Exercise.
What you return must match the records exactly, with every line included.

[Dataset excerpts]
-- Opening Marker --
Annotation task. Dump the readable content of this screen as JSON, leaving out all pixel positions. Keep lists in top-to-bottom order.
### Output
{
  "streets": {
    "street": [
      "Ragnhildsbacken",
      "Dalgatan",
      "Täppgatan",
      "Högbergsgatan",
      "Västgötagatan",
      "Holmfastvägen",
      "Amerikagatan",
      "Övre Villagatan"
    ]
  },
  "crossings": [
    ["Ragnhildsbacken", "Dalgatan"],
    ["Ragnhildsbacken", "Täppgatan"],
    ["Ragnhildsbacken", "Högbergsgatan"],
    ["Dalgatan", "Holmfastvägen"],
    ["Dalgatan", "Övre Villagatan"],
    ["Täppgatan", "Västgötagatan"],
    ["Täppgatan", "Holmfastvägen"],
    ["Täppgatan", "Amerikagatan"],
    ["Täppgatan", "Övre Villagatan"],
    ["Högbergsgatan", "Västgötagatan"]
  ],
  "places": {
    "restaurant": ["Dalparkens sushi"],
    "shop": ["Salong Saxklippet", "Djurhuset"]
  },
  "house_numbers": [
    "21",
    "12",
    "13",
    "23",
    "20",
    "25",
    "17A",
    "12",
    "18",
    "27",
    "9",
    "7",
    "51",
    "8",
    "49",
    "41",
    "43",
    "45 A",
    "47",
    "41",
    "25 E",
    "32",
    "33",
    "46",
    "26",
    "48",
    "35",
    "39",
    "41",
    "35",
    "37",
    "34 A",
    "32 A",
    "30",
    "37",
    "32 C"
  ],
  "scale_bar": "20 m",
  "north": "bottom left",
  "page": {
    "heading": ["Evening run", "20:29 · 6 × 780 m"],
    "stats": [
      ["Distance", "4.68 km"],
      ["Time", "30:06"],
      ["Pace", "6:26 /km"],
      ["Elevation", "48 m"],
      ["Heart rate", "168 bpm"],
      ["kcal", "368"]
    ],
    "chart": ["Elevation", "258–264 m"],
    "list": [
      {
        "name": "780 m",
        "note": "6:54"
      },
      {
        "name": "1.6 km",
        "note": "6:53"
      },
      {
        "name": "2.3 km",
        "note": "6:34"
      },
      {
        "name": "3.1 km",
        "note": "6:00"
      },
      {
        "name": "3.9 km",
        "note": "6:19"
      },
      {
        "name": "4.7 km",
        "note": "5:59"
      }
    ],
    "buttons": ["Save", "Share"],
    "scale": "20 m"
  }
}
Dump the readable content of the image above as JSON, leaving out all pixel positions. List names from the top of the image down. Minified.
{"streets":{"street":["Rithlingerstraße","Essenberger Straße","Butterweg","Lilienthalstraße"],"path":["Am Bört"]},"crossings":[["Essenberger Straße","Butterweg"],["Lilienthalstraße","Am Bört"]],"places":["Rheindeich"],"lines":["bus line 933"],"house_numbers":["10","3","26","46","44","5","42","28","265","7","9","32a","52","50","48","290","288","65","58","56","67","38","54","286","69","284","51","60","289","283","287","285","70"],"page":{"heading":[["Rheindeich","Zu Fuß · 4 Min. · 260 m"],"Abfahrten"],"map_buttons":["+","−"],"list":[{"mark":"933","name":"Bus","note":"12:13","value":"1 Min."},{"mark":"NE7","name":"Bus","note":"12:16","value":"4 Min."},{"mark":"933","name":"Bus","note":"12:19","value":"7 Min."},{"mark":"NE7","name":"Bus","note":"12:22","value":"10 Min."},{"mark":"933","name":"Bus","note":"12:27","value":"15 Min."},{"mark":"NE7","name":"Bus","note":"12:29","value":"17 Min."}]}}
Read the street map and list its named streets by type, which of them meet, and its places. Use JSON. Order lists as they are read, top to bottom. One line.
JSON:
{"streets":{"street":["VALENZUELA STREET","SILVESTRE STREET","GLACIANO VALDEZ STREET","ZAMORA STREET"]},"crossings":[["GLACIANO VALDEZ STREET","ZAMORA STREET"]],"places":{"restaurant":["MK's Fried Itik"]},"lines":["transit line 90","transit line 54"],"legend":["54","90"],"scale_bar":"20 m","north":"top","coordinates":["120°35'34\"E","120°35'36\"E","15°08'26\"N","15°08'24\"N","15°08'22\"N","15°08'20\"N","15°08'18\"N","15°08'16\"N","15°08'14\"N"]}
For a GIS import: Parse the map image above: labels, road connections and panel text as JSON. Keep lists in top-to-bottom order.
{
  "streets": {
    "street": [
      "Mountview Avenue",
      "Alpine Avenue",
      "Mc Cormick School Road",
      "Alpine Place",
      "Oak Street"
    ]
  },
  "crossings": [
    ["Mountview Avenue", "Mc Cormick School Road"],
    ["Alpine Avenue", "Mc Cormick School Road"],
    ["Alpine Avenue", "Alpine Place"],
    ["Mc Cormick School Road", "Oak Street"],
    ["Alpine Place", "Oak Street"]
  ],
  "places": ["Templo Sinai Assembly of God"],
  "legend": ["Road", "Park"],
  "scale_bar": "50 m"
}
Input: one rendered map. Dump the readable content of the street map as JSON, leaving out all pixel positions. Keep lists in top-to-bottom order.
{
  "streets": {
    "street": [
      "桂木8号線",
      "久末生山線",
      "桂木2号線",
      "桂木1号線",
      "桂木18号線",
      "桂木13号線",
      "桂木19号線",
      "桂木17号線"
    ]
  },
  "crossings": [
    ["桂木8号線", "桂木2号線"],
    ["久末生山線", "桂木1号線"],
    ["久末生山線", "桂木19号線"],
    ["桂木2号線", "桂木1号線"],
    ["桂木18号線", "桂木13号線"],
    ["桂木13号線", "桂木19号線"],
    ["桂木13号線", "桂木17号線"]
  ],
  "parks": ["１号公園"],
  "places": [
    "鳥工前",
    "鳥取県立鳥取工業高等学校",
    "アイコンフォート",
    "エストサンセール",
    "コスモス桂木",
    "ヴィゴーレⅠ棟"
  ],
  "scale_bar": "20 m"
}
-- Closing Marker --
Result for this exercise.
Annotation task. Dump the readable content of this screen as JSON, leaving out all pixel positions. Keep lists in top-to-bottom order.
### Output
{
  "streets": {
    "street": [
      "Ragnhildsbacken",
      "Dalgatan",
      "Täppgatan",
      "Högbergsgatan",
      "Västgötagatan",
      "Holmfastvägen",
      "Amerikagatan",
      "Övre Villagatan"
    ]
  },
  "crossings": [
    ["Ragnhildsbacken", "Dalgatan"],
    ["Ragnhildsbacken", "Täppgatan"],
    ["Ragnhildsbacken", "Högbergsgatan"],
    ["Dalgatan", "Holmfastvägen"],
    ["Dalgatan", "Övre Villagatan"],
    ["Täppgatan", "Västgötagatan"],
    ["Täppgatan", "Holmfastvägen"],
    ["Täppgatan", "Amerikagatan"],
    ["Täppgatan", "Övre Villagatan"],
    ["Högbergsgatan", "Västgötagatan"]
  ],
  "places": {
    "restaurant": ["Dalparkens sushi"],
    "shop": ["Salong Saxklippet", "Djurhuset"]
  },
  "house_numbers": [
    "21",
    "12",
    "13",
    "23",
    "20",
    "25",
    "17A",
    "12",
    "18",
    "27",
    "9",
    "7",
    "51",
    "8",
    "49",
    "41",
    "43",
    "45 A",
    "47",
    "41",
    "25 E",
    "32",
    "33",
    "46",
    "26",
    "48",
    "35",
    "39",
    "41",
    "35",
    "37",
    "34 A",
    "32 A",
    "30",
    "37",
    "32 C"
  ],
  "scale_bar": "20 m",
  "north": "bottom left",
  "page": {
    "heading": ["Evening run", "20:29 · 6 × 780 m"],
    "stats": [
      ["Distance", "4.68 km"],
      ["Time", "30:06"],
      ["Pace", "6:26 /km"],
      ["Elevation", "48 m"],
      ["Heart rate", "168 bpm"],
      ["kcal", "368"]
    ],
    "chart": ["Elevation", "258–264 m"],
    "list": [
      {
        "name": "780 m",
        "note": "6:54"
      },
      {
        "name": "1.6 km",
        "note": "6:53"
      },
      {
        "name": "2.3 km",
        "note": "6:34"
      },
      {
        "name": "3.1 km",
        "note": "6:00"
      },
      {
        "name": "3.9 km",
        "note": "6:19"
      },
      {
        "name": "4.7 km",
        "note": "5:59"
      }
    ],
    "buttons": ["Save", "Share"],
    "scale": "20 m"
  }
}
Dump the readable content of the image above as JSON, leaving out all pixel positions. List names from the top of the image down. Minified.
{"streets":{"street":["Rithlingerstraße","Essenberger Straße","Butterweg","Lilienthalstraße"],"path":["Am Bört"]},"crossings":[["Essenberger Straße","Butterweg"],["Lilienthalstraße","Am Bört"]],"places":["Rheindeich"],"lines":["bus line 933"],"house_numbers":["10","3","26","46","44","5","42","28","265","7","9","32a","52","50","48","290","288","65","58","56","67","38","54","286","69","284","51","60","289","283","287","285","70"],"page":{"heading":[["Rheindeich","Zu Fuß · 4 Min. · 260 m"],"Abfahrten"],"map_buttons":["+","−"],"list":[{"mark":"933","name":"Bus","note":"12:13","value":"1 Min."},{"mark":"NE7","name":"Bus","note":"12:16","value":"4 Min."},{"mark":"933","name":"Bus","note":"12:19","value":"7 Min."},{"mark":"NE7","name":"Bus","note":"12:22","value":"10 Min."},{"mark":"933","name":"Bus","note":"12:27","value":"15 Min."},{"mark":"NE7","name":"Bus","note":"12:29","value":"17 Min."}]}}
Read the street map and list its named streets by type, which of them meet, and its places. Use JSON. Order lists as they are read, top to bottom. One line.
JSON:
{"streets":{"street":["VALENZUELA STREET","SILVESTRE STREET","GLACIANO VALDEZ STREET","ZAMORA STREET"]},"crossings":[["GLACIANO VALDEZ STREET","ZAMORA STREET"]],"places":{"restaurant":["MK's Fried Itik"]},"lines":["transit line 90","transit line 54"],"legend":["54","90"],"scale_bar":"20 m","north":"top","coordinates":["120°35'34\"E","120°35'36\"E","15°08'26\"N","15°08'24\"N","15°08'22\"N","15°08'20\"N","15°08'18\"N","15°08'16\"N","15°08'14\"N"]}
For a GIS import: Parse the map image above: labels, road connections and panel text as JSON. Keep lists in top-to-bottom order.
{
  "streets": {
    "street": [
      "Mountview Avenue",
      "Alpine Avenue",
      "Mc Cormick School Road",
      "Alpine Place",
      "Oak Street"
    ]
  },
  "crossings": [
    ["Mountview Avenue", "Mc Cormick School Road"],
    ["Alpine Avenue", "Mc Cormick School Road"],
    ["Alpine Avenue", "Alpine Place"],
    ["Mc Cormick School Road", "Oak Street"],
    ["Alpine Place", "Oak Street"]
  ],
  "places": ["Templo Sinai Assembly of God"],
  "legend": ["Road", "Park"],
  "scale_bar": "50 m"
}
Input: one rendered map. Dump the readable content of the street map as JSON, leaving out all pixel positions. Keep lists in top-to-bottom order.
{
  "streets": {
    "street": [
      "桂木8号線",
      "久末生山線",
      "桂木2号線",
      "桂木1号線",
      "桂木18号線",
      "桂木13号線",
      "桂木19号線",
      "桂木17号線"
    ]
  },
  "crossings": [
    ["桂木8号線", "桂木2号線"],
    ["久末生山線", "桂木1号線"],
    ["久末生山線", "桂木19号線"],
    ["桂木2号線", "桂木1号線"],
    ["桂木18号線", "桂木13号線"],
    ["桂木13号線", "桂木19号線"],
    ["桂木13号線", "桂木17号線"]
  ],
  "parks": ["１号公園"],
  "places": [
    "鳥工前",
    "鳥取県立鳥取工業高等学校",
    "アイコンフォート",
    "エストサンセール",
    "コスモス桂木",
    "ヴィゴーレⅠ棟"
  ],
  "scale_bar": "20 m"
}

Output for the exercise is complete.